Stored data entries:
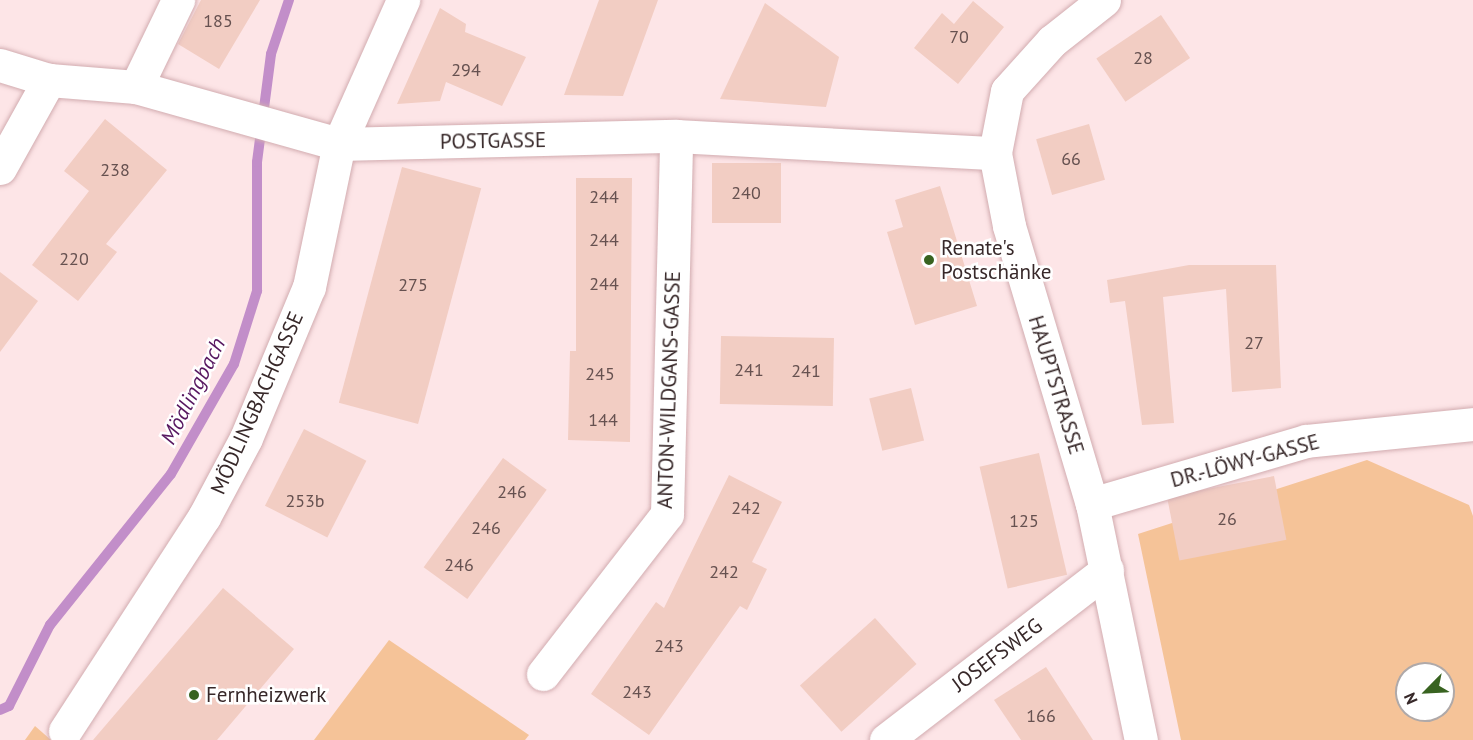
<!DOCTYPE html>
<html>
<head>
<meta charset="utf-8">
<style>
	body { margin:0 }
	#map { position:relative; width:1473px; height:740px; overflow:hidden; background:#fde5e7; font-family:"PT Sans",sans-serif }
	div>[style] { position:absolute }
	.green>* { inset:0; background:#f5c398 }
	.stream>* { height:10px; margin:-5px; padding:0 5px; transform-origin:5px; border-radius:5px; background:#c28ec9 }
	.building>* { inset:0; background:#f2cdc3; transform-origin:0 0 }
	.roads { filter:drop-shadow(0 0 2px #d2acb0) drop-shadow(0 0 2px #d2acb0) }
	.minor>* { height:33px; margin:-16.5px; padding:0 16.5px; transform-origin:16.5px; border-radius:16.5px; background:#fff }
	.major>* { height:33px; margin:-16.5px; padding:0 16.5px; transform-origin:16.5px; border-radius:16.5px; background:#fff }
	.dots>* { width:16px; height:16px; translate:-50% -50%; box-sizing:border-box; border:3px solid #fff; border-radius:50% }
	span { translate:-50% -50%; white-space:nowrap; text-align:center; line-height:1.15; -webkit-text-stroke:5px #fff; paint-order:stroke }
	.number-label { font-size:18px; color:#665150 }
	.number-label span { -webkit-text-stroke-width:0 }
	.street-label { font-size:21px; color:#372829 }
	.poi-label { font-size:21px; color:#372829 }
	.left { translate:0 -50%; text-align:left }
	.water-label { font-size:22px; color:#571760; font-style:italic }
	.north { position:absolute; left:1395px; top:662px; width:60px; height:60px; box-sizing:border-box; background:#fff; border:2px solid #afa9a9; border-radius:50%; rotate:246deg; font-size:16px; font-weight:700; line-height:24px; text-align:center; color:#372829 }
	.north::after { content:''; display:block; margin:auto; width:21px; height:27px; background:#386320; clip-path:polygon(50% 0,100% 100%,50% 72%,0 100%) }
</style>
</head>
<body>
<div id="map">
	<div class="green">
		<i style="clip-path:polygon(evenodd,1367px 460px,1469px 505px,1473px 516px,1473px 740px,1181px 740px,1138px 534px,1367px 460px,1407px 674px,1443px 674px,1443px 710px,1407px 710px,1407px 674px)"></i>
		<i style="clip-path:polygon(389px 640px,529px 735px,525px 740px,314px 740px)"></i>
		<i style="clip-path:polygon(35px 726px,51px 740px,25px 740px)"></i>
	</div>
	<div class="stream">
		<i style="left:0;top:710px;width:10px;rotate:-24deg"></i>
		<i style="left:9px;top:706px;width:91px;rotate:-63.2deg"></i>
		<i style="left:50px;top:625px;width:193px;rotate:-51.3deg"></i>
		<i style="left:171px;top:474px;width:127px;rotate:-60.2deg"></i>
		<i style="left:234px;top:364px;width:77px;rotate:-72.5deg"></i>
		<i style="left:257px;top:291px;width:129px;rotate:-90deg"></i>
		<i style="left:257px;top:162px;width:109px;rotate:-82.6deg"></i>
		<i style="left:271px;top:54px;width:57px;rotate:-71.6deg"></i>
	</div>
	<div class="building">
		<i style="clip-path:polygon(201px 0,260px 0,219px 69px,178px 44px)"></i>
		<i style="clip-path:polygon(599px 0,658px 0,623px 96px,564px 95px)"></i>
		<i style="clip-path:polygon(973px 1px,1004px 27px,958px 84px,914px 48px,942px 13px,954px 24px)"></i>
		<i style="clip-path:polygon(765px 3px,839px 57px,826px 107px,720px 99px)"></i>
		<i style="clip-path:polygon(440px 8px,466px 24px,465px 32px,526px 57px,502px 106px,446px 82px,440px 101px,397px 104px)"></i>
		<i style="left:1161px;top:15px;width:52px;height:78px;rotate:56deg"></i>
		<i style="clip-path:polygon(105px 119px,167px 170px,106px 244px,117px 252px,78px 301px,32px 265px,89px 191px,64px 171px)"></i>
		<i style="left:1089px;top:124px;width:58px;height:55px;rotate:74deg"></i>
		<i style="left:712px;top:163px;width:69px;height:60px"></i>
		<i style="left:402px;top:167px;width:82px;height:244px;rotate:15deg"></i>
		<i style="clip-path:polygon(576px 178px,632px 178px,630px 442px,568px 440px,570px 351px,576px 351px)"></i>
		<i style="clip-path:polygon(940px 186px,977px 306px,915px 325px,887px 232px,903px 227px,895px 200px)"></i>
		<i style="clip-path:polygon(1189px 265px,1276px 265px,1281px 388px,1232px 392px,1226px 289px,1163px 297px,1174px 423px,1142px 425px,1125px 301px,1110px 303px,1107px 280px)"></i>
		<i style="clip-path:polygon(0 272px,38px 301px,0 352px)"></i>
		<i style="left:721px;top:336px;width:113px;height:68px;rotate:1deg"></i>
		<i style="left:911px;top:388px;width:54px;height:43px;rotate:76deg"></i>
		<i style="left:304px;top:429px;width:70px;height:86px;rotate:27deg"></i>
		<i style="left:1039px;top:453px;width:125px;height:61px;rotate:77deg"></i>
		<i style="left:503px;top:458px;width:54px;height:135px;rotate:36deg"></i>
		<i style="clip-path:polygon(729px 475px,782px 502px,752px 562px,767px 569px,747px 610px,740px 606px,649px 735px,591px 694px,656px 602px,664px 608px)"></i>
		<i style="left:1274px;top:476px;width:65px;height:109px;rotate:79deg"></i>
		<i style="clip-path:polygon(223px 588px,294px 649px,217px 740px,93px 740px)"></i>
		<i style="left:875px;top:618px;width:62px;height:101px;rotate:48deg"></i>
		<i style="clip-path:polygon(1046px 667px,1093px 740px,1021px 740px,994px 700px)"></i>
	</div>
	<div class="roads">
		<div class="minor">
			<i style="left:0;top:65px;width:51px;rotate:17deg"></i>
			<i style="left:49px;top:80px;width:87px;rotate:4.6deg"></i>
			<i style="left:136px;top:87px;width:211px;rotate:15.7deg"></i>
			<i style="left:339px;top:144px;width:337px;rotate:-1.4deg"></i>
			<i style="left:676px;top:136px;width:319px;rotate:3.1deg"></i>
			<i style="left:136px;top:87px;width:97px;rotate:-64.2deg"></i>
			<i style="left:0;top:168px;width:101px;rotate:-60.9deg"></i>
			<i style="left:1092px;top:504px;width:223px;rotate:-16.4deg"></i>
			<i style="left:1306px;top:441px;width:168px;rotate:-5.8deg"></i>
			<i style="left:543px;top:674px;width:202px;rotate:-52.2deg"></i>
			<i style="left:667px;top:514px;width:378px;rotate:-88.6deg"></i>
			<i style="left:65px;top:731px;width:255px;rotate:-57deg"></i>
			<i style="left:204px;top:517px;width:89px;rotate:-62deg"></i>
			<i style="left:246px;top:438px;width:164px;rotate:-67.4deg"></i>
			<i style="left:309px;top:287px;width:146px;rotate:-78.2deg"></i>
			<i style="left:339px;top:144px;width:158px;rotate:-66deg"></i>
			<i style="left:886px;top:740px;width:279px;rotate:-37.6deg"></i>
		</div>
		<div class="major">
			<i style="left:1104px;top:0;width:66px;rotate:141.7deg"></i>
			<i style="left:1052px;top:41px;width:67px;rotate:132deg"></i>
			<i style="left:1007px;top:91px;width:63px;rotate:101deg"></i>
			<i style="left:995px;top:153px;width:74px;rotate:79.1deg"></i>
			<i style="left:1009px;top:226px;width:290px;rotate:73.4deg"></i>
			<i style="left:1092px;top:504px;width:241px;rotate:78.3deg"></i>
		</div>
	</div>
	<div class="dots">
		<i style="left:929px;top:260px;background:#386320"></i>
		<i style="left:194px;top:695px;background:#386320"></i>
	</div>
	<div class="number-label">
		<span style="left:218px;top:21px">185</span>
		<span style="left:959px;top:37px">70</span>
		<span style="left:1143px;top:58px">28</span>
		<span style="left:466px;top:70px">294</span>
		<span style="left:1071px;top:159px">66</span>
		<span style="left:115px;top:170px">238</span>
		<span style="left:746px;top:193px">240</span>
		<span style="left:604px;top:197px">244</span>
		<span style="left:604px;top:240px">244</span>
		<span style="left:74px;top:259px">220</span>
		<span style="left:604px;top:284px">244</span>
		<span style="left:413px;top:285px">275</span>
		<span style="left:1254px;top:343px">27</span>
		<span style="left:749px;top:370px">241</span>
		<span style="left:806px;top:371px">241</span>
		<span style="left:600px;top:374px">245</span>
		<span style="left:603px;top:420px">144</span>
		<span style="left:512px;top:492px">246</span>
		<span style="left:305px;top:501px">253b</span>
		<span style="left:746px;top:508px">242</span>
		<span style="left:1227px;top:519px">26</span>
		<span style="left:1024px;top:521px">125</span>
		<span style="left:486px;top:528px">246</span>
		<span style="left:459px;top:565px">246</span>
		<span style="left:724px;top:572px">242</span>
		<span style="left:669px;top:646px">243</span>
		<span style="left:637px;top:692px">243</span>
		<span style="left:1041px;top:716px">166</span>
	</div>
	<div class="street-label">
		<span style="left:493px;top:141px;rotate:-1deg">POSTGASSE</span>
		<span style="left:1056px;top:385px;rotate:73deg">HAUPTSTRASSE</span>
		<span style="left:669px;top:390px;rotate:-88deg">ANTON-WILDGANS-GASSE</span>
		<span style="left:257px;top:403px;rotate:-66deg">MÖDLINGBACHGASSE</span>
		<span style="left:1245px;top:461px;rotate:-15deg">DR.-LÖWY-GASSE</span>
		<span style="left:997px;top:655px;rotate:-37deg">JOSEFSWEG</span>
	</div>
	<div class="poi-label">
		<span class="left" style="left:941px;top:260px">Renate's<br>Postschänke</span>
		<span class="left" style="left:206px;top:695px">Fernheizwerk</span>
	</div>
	<div class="water-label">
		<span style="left:193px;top:391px;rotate:-63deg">Mödlingbach</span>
	</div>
	<div class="north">N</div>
</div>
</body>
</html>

[Task statement] Return, from the data, each line where the string "stroke" occurs.

[Exercise response]
	span { translate:-50% -50%; white-space:nowrap; text-align:center; line-height:1.15; -webkit-text-stroke:5px #fff; paint-order:stroke }
	.number-label span { -webkit-text-stroke-width:0 }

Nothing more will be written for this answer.